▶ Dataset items
----
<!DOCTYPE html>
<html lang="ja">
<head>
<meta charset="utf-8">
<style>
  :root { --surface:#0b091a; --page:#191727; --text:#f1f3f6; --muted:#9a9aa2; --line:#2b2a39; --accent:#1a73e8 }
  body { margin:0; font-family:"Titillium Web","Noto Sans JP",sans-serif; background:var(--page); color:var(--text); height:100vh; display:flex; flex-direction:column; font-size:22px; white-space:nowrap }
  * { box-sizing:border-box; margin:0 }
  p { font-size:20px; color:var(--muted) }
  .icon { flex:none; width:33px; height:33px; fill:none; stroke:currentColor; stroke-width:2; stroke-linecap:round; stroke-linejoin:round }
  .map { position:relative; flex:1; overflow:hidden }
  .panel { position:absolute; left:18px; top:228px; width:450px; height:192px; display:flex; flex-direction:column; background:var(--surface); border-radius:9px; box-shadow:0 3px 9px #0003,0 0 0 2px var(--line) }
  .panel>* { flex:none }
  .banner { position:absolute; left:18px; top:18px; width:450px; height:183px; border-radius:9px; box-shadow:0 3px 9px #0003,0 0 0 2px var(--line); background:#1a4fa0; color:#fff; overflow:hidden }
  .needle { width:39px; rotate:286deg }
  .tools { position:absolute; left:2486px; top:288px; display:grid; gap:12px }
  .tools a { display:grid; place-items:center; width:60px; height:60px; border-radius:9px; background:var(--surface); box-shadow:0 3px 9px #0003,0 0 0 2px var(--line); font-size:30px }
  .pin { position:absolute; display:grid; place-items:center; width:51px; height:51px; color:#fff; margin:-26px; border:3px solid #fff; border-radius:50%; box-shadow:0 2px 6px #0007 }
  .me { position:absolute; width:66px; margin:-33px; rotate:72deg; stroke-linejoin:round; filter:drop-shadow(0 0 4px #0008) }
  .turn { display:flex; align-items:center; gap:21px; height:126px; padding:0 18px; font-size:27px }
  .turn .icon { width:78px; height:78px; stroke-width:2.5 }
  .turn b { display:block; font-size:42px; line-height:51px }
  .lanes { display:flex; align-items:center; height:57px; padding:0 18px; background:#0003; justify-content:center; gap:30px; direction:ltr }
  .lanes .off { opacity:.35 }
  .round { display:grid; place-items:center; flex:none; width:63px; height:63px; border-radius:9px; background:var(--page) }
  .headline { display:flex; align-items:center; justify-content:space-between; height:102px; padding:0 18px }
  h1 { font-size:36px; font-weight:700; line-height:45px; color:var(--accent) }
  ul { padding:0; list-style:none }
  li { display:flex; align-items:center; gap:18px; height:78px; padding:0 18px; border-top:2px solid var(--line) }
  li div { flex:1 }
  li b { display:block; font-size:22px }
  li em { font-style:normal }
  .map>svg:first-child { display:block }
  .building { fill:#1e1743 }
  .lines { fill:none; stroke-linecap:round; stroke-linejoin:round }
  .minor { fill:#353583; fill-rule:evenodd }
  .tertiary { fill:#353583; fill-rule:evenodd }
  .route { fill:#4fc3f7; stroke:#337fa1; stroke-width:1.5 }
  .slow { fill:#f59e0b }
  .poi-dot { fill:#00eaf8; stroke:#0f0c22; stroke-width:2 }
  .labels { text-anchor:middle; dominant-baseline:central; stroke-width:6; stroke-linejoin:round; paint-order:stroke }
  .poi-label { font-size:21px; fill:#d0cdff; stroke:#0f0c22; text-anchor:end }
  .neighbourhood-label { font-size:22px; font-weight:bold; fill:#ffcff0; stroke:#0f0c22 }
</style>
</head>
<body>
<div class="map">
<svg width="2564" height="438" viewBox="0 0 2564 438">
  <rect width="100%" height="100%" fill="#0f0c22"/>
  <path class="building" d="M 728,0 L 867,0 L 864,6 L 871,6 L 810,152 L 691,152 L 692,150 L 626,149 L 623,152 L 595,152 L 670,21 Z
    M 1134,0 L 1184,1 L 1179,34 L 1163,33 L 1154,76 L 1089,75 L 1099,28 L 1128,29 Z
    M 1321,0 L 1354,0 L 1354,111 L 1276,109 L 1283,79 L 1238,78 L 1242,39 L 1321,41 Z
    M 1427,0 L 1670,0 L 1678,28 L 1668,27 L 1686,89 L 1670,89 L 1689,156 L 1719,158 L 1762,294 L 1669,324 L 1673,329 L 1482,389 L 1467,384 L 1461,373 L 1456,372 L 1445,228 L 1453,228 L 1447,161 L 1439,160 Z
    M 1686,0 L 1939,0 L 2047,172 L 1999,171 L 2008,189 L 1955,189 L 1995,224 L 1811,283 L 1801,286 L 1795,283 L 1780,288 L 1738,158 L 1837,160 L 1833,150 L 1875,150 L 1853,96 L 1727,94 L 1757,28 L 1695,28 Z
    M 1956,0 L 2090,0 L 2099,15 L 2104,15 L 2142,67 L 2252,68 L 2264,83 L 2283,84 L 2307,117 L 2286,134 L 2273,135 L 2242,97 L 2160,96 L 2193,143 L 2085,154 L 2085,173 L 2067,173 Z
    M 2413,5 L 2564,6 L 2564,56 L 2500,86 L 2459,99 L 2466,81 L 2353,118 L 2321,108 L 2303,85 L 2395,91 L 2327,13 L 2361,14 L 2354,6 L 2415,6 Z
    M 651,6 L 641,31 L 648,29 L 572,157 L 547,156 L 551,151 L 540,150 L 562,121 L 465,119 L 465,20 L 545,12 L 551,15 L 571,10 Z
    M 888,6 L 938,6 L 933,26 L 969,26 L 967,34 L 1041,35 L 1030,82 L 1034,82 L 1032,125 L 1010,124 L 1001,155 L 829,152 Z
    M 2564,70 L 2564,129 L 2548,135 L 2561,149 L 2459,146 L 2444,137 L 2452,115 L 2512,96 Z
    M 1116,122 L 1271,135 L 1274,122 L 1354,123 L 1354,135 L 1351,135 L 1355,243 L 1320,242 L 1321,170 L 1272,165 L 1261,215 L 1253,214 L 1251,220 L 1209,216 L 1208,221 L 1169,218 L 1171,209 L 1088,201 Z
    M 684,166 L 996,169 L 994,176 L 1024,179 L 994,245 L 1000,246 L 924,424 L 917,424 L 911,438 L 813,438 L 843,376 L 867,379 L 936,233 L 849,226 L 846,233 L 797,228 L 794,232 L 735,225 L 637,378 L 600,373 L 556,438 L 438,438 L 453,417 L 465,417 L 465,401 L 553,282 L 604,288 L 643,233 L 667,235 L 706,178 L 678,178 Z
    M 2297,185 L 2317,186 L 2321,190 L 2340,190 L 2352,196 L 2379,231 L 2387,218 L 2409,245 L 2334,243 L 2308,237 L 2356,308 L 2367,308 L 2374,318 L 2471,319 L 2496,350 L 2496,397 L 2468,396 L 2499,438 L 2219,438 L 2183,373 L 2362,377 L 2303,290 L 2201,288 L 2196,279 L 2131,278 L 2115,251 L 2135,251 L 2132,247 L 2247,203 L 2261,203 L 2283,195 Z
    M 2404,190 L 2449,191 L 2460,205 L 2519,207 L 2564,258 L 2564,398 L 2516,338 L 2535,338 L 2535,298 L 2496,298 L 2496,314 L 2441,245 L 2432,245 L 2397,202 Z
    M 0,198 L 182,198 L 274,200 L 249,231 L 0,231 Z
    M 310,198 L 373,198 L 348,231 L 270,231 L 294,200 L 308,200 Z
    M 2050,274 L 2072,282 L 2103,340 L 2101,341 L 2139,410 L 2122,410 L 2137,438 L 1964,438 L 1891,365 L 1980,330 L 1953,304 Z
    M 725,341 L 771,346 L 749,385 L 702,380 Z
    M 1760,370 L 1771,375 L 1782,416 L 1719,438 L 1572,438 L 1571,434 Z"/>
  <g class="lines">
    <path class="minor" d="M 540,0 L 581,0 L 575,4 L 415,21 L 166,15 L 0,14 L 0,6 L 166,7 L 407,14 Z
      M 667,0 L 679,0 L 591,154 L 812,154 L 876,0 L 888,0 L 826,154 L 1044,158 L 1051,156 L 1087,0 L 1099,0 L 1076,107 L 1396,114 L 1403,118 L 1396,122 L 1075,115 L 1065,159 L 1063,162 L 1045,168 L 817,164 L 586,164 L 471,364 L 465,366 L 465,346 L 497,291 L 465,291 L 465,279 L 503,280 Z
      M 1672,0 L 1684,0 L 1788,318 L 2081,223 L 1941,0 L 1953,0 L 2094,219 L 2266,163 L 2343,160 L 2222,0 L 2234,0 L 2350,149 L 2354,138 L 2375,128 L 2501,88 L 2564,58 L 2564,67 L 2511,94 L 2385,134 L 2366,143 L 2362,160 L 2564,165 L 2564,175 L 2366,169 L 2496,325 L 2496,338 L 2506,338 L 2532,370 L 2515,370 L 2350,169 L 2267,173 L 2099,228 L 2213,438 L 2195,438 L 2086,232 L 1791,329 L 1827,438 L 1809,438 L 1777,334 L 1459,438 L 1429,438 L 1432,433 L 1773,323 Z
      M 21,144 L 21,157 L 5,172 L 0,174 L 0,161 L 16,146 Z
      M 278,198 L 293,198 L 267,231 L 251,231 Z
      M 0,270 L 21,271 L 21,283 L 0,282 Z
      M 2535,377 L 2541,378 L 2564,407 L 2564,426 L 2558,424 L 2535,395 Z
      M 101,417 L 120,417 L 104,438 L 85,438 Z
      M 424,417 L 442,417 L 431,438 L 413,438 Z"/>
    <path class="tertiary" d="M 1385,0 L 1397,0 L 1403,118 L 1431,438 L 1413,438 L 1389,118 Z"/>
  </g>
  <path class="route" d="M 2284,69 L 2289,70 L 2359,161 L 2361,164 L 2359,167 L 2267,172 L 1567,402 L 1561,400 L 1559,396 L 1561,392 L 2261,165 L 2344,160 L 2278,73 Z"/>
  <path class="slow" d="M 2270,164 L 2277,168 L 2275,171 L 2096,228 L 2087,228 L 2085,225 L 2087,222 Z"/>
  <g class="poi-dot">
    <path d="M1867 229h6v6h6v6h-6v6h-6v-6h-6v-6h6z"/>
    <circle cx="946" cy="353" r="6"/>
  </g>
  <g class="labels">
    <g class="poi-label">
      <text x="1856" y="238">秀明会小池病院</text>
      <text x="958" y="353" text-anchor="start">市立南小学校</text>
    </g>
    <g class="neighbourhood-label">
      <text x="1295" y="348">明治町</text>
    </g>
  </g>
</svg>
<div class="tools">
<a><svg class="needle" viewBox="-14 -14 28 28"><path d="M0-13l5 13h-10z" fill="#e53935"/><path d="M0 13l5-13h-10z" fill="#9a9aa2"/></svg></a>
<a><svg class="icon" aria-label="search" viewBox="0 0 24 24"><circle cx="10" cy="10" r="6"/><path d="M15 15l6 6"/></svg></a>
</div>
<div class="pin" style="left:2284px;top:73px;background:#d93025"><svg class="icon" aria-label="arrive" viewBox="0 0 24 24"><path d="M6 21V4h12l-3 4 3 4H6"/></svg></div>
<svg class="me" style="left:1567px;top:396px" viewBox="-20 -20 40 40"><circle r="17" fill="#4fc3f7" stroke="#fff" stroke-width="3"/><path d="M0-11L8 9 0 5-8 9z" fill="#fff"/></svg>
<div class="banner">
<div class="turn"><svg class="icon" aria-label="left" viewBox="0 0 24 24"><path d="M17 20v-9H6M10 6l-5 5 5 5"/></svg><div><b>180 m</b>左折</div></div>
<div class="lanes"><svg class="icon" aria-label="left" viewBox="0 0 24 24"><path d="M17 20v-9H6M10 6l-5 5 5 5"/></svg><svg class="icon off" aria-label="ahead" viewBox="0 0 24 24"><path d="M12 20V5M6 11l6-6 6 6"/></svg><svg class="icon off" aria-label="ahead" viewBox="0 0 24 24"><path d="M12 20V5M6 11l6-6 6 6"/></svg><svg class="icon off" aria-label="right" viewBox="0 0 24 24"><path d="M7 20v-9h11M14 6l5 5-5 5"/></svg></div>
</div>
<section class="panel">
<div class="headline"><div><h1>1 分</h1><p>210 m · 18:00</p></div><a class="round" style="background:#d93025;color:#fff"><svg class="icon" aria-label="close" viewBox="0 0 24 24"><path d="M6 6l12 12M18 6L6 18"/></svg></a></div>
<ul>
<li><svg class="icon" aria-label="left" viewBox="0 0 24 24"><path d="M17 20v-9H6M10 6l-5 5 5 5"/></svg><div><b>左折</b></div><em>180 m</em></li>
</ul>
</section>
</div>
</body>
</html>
----
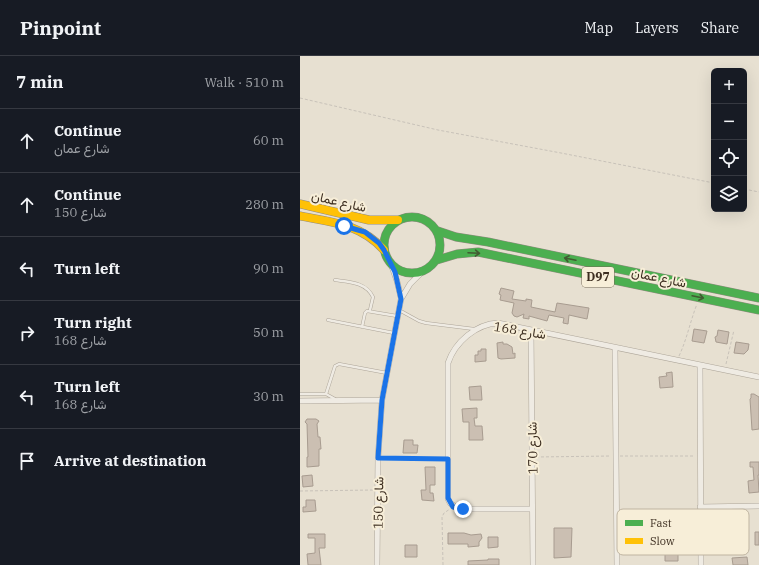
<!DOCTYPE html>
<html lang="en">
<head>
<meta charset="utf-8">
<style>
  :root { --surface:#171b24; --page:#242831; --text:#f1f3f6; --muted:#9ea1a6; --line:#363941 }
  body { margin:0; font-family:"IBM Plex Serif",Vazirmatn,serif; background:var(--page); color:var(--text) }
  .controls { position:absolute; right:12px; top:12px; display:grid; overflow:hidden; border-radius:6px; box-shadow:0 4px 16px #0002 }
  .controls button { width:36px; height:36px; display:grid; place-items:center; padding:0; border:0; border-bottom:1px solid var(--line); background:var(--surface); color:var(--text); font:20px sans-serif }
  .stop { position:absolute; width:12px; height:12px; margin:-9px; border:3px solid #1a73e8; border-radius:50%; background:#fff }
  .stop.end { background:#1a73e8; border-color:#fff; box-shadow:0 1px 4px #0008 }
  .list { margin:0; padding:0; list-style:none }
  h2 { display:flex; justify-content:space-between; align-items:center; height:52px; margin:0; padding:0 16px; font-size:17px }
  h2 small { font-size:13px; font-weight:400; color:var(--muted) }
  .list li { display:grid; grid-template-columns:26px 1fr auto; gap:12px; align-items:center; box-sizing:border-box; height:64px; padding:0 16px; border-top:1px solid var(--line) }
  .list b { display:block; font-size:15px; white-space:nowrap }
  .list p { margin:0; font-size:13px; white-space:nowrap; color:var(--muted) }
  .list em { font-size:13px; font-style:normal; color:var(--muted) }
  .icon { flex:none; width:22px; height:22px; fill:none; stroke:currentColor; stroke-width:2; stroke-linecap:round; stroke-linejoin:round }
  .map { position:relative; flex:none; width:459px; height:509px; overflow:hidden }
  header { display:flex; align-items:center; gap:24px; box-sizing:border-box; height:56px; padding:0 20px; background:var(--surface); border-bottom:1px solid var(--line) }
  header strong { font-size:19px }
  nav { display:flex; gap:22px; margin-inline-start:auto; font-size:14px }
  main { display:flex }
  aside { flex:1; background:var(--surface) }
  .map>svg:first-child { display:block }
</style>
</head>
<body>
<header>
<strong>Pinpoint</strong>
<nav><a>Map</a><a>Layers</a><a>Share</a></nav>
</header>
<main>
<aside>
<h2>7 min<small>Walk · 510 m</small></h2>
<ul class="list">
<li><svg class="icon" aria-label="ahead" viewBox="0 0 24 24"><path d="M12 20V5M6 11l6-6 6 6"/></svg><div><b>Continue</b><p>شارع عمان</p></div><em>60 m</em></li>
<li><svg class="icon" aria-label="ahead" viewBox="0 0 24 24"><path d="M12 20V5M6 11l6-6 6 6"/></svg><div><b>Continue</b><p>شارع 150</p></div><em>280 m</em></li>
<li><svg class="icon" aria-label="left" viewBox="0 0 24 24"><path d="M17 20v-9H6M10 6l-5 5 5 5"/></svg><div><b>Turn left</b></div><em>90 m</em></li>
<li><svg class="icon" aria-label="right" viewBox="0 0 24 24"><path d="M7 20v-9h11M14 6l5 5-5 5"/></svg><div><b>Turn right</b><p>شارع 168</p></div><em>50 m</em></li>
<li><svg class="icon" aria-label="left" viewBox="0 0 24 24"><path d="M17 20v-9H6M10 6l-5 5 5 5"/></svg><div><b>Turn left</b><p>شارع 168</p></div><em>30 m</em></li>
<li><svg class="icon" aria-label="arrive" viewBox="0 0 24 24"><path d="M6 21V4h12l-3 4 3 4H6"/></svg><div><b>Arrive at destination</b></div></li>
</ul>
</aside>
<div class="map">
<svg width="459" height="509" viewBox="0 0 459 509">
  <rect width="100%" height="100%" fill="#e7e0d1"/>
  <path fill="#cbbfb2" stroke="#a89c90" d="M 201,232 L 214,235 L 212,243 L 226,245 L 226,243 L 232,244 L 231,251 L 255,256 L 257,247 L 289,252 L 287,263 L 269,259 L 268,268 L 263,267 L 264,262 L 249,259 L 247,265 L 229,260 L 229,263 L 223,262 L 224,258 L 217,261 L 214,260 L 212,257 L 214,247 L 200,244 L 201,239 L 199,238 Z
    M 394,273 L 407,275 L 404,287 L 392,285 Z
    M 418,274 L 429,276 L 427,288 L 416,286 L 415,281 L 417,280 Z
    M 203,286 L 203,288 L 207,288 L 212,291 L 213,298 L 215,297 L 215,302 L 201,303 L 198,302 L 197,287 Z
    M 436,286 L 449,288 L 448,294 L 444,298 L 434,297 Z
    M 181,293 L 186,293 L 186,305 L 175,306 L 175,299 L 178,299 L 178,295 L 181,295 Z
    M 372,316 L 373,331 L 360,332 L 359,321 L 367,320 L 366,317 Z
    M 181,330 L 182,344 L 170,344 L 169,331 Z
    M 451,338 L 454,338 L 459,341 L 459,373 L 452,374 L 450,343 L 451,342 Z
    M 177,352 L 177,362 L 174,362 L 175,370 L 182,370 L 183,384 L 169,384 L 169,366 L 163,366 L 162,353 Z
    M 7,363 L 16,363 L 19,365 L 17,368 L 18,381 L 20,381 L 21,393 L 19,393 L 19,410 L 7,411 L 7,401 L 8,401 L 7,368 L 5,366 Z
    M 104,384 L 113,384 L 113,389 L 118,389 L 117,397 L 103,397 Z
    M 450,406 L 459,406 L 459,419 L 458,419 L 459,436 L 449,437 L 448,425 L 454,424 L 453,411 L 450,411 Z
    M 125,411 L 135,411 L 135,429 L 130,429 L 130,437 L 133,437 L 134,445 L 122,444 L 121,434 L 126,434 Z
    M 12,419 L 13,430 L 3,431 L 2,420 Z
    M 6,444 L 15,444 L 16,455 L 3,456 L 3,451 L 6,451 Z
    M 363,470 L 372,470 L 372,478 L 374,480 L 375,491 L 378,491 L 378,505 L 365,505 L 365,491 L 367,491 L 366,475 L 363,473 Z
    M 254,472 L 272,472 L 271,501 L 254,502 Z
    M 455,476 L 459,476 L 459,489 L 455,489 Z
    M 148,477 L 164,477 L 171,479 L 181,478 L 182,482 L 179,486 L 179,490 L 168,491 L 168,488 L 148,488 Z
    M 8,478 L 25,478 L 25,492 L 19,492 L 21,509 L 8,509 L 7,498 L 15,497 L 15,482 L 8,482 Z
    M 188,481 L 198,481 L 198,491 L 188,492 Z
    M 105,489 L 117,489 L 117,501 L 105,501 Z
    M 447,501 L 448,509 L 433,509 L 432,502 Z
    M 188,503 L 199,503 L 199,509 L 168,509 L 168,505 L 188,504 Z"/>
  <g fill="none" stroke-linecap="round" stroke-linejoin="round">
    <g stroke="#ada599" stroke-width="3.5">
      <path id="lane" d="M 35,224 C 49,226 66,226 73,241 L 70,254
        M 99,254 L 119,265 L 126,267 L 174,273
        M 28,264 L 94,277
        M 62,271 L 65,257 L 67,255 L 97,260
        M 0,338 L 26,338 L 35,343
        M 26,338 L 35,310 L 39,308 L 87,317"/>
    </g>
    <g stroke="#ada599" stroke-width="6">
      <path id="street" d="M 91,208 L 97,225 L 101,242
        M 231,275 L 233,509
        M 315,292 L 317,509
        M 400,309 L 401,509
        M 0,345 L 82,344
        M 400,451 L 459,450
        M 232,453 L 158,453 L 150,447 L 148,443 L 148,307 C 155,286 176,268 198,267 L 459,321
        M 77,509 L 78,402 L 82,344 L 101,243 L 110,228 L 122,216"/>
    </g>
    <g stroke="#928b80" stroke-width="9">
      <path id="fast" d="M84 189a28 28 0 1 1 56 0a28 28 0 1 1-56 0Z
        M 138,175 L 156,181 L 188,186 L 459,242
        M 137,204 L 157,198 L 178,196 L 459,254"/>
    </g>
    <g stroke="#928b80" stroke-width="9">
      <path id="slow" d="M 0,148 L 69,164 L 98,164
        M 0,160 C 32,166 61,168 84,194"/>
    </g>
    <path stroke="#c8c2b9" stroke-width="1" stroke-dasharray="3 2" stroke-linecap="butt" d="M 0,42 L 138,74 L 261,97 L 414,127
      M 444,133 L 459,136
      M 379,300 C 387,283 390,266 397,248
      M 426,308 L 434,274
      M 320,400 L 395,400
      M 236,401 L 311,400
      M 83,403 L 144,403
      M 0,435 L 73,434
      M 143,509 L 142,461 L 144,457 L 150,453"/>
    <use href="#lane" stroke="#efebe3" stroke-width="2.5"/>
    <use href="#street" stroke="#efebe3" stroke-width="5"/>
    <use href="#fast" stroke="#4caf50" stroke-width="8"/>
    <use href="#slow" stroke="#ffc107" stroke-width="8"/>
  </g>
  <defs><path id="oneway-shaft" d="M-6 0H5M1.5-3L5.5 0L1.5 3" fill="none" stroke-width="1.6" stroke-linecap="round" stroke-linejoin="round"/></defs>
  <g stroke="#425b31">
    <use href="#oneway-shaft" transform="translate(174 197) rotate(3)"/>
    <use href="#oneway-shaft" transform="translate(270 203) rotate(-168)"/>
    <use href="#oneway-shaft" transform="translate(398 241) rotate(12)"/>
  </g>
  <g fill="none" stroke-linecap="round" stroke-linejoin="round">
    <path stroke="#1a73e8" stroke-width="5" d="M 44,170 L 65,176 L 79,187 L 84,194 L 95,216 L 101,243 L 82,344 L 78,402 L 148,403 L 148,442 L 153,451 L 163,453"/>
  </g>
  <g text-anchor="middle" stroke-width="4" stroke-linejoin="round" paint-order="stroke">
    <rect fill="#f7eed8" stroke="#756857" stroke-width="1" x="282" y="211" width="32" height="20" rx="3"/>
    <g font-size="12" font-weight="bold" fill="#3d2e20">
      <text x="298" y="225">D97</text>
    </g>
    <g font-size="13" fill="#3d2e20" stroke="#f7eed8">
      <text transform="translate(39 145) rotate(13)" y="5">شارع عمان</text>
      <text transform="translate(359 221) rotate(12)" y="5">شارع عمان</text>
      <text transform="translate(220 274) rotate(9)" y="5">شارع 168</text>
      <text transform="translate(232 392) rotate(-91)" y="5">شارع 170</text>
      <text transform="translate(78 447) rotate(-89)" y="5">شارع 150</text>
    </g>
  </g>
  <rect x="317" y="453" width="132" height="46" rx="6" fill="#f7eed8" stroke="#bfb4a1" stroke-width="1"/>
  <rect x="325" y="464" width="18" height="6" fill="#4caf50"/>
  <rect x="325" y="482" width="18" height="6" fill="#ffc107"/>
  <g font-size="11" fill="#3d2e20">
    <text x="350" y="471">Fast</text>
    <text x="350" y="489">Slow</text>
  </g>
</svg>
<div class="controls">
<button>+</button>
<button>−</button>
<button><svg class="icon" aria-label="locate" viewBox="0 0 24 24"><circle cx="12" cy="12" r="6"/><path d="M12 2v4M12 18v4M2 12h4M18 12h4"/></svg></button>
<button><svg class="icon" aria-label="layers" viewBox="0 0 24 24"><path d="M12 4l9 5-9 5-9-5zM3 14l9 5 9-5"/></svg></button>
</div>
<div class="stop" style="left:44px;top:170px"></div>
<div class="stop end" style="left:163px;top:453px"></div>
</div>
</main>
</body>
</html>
----
▶ Work task
Copy, exactly and only, the lines above that begin with the one containing "M 455,476 L 459,476 L 459,489 L 455,489 Z" and finish with the one containing "M 400,451 L 459,450".

▶ Output of the exercise
    M 455,476 L 459,476 L 459,489 L 455,489 Z
    M 148,477 L 164,477 L 171,479 L 181,478 L 182,482 L 179,486 L 179,490 L 168,491 L 168,488 L 148,488 Z
    M 8,478 L 25,478 L 25,492 L 19,492 L 21,509 L 8,509 L 7,498 L 15,497 L 15,482 L 8,482 Z
    M 188,481 L 198,481 L 198,491 L 188,492 Z
    M 105,489 L 117,489 L 117,501 L 105,501 Z
    M 447,501 L 448,509 L 433,509 L 432,502 Z
    M 188,503 L 199,503 L 199,509 L 168,509 L 168,505 L 188,504 Z"/>
  <g fill="none" stroke-linecap="round" stroke-linejoin="round">
    <g stroke="#ada599" stroke-width="3.5">
      <path id="lane" d="M 35,224 C 49,226 66,226 73,241 L 70,254
        M 99,254 L 119,265 L 126,267 L 174,273
        M 28,264 L 94,277
        M 62,271 L 65,257 L 67,255 L 97,260
        M 0,338 L 26,338 L 35,343
        M 26,338 L 35,310 L 39,308 L 87,317"/>
    </g>
    <g stroke="#ada599" stroke-width="6">
      <path id="street" d="M 91,208 L 97,225 L 101,242
        M 231,275 L 233,509
        M 315,292 L 317,509
        M 400,309 L 401,509
        M 0,345 L 82,344
        M 400,451 L 459,450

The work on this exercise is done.